Post# 945007 , Reply# 8   6/24/2017 at 10:01 by Tomturbomatic (Beltsville, MD)        

I absolutely love induction cooking. I never needed it for control and I still use my electric range when I fry hash browns which is about the only frying operation I perform. French frying, I perform on induction because the units also have thermostatic settings as well as power settings. The power and efficiency are beyond belief.


If you go with induction, put a small magnet in your wallet or coin purse to test  the base of any pan you consider buying. It needs to be magnetic to work on induction.

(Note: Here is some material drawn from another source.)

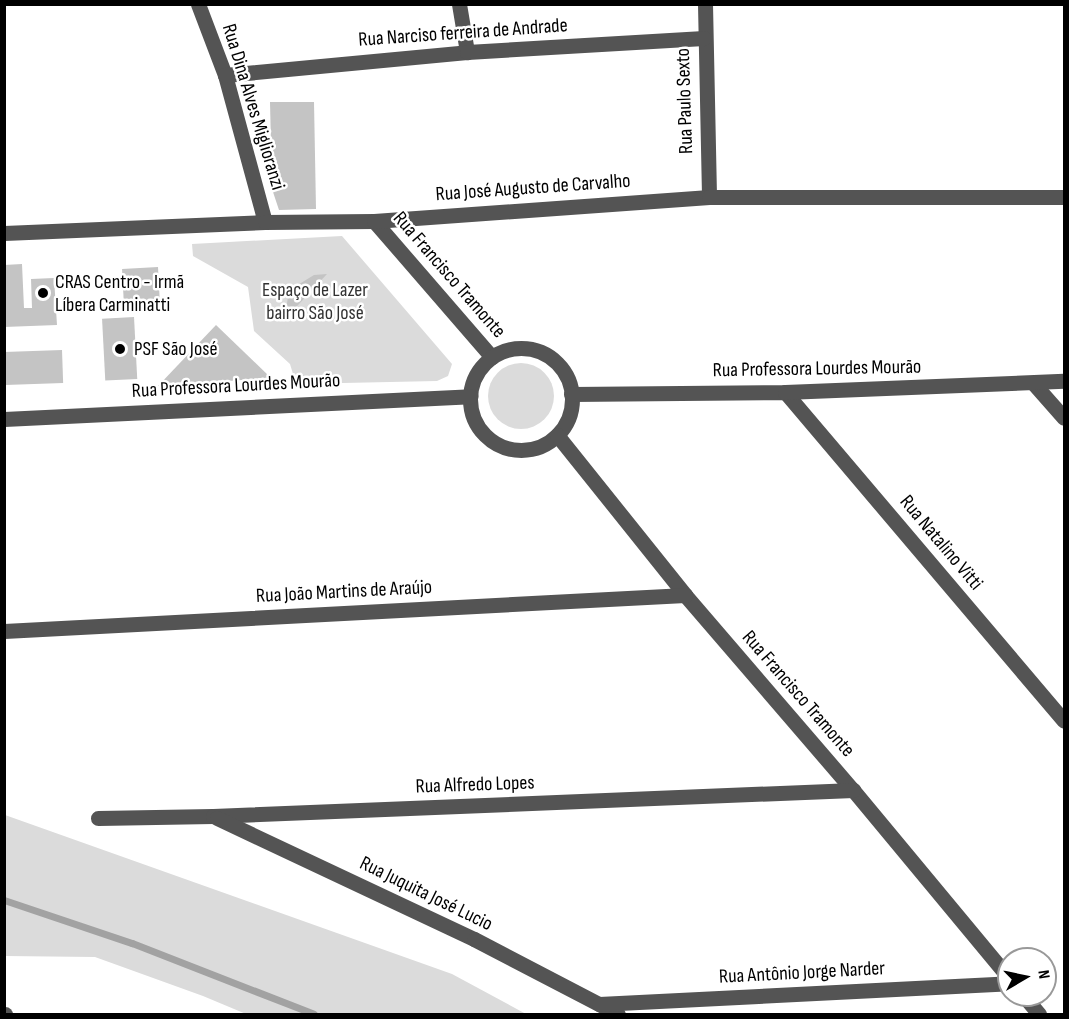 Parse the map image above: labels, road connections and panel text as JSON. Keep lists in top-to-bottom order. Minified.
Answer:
{"streets":{"street":["Rua Narciso ferreira de Andrade","Rua Paulo Sexto","Rua Dina Alves Miglioranzi","Rua José Augusto de Carvalho","Rua Francisco Tramonte","Rua Professora Lourdes Mourão","Rua Natalino Vitti","Rua João Martins de Araújo","Rua Alfredo Lopes","Rua Juquita José Lucio","Rua Antônio Jorge Narder"]},"crossings":[["Rua Narciso ferreira de Andrade","Rua Paulo Sexto"],["Rua Narciso ferreira de Andrade","Rua Dina Alves Miglioranzi"],["Rua Paulo Sexto","Rua José Augusto de Carvalho"],["Rua Dina Alves Miglioranzi","Rua José Augusto de Carvalho"],["Rua José Augusto de Carvalho","Rua Francisco Tramonte"],["Rua Francisco Tramonte","Rua Professora Lourdes Mourão"],["Rua Francisco Tramonte","Rua João Martins de Araújo"],["Rua Francisco Tramonte","Rua Alfredo Lopes"],["Rua Professora Lourdes Mourão","Rua Natalino Vitti"],["Rua Alfredo Lopes","Rua Juquita José Lucio"],["Rua Juquita José Lucio","Rua Antônio Jorge Narder"]],"parks":["Espaço de Lazer bairro São José"],"places":["CRAS Centro - Irmã Líbera Carminatti","PSF São José"],"north":"right"}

The Wattages on my units vary downward from 3500 to 1800. If you need power, you can start a pan over the high wattage units and them move it to a lower wattage unit to maintain the boiling or simmering temperature. If you are used to electric cooking, you will have to get used to not switching the heat as soon as you do with resistance units. Pressure cookers, for example, have to come up to full pressure before you lower the heat. 


Some induction cooktops have two induction units and two radiant units. This is not a bad compromise. You can get things up to cooking temperatures quickly on the induction  units and then transfer them to the radiant units to finish. The radiant units would also work with the glass cookware.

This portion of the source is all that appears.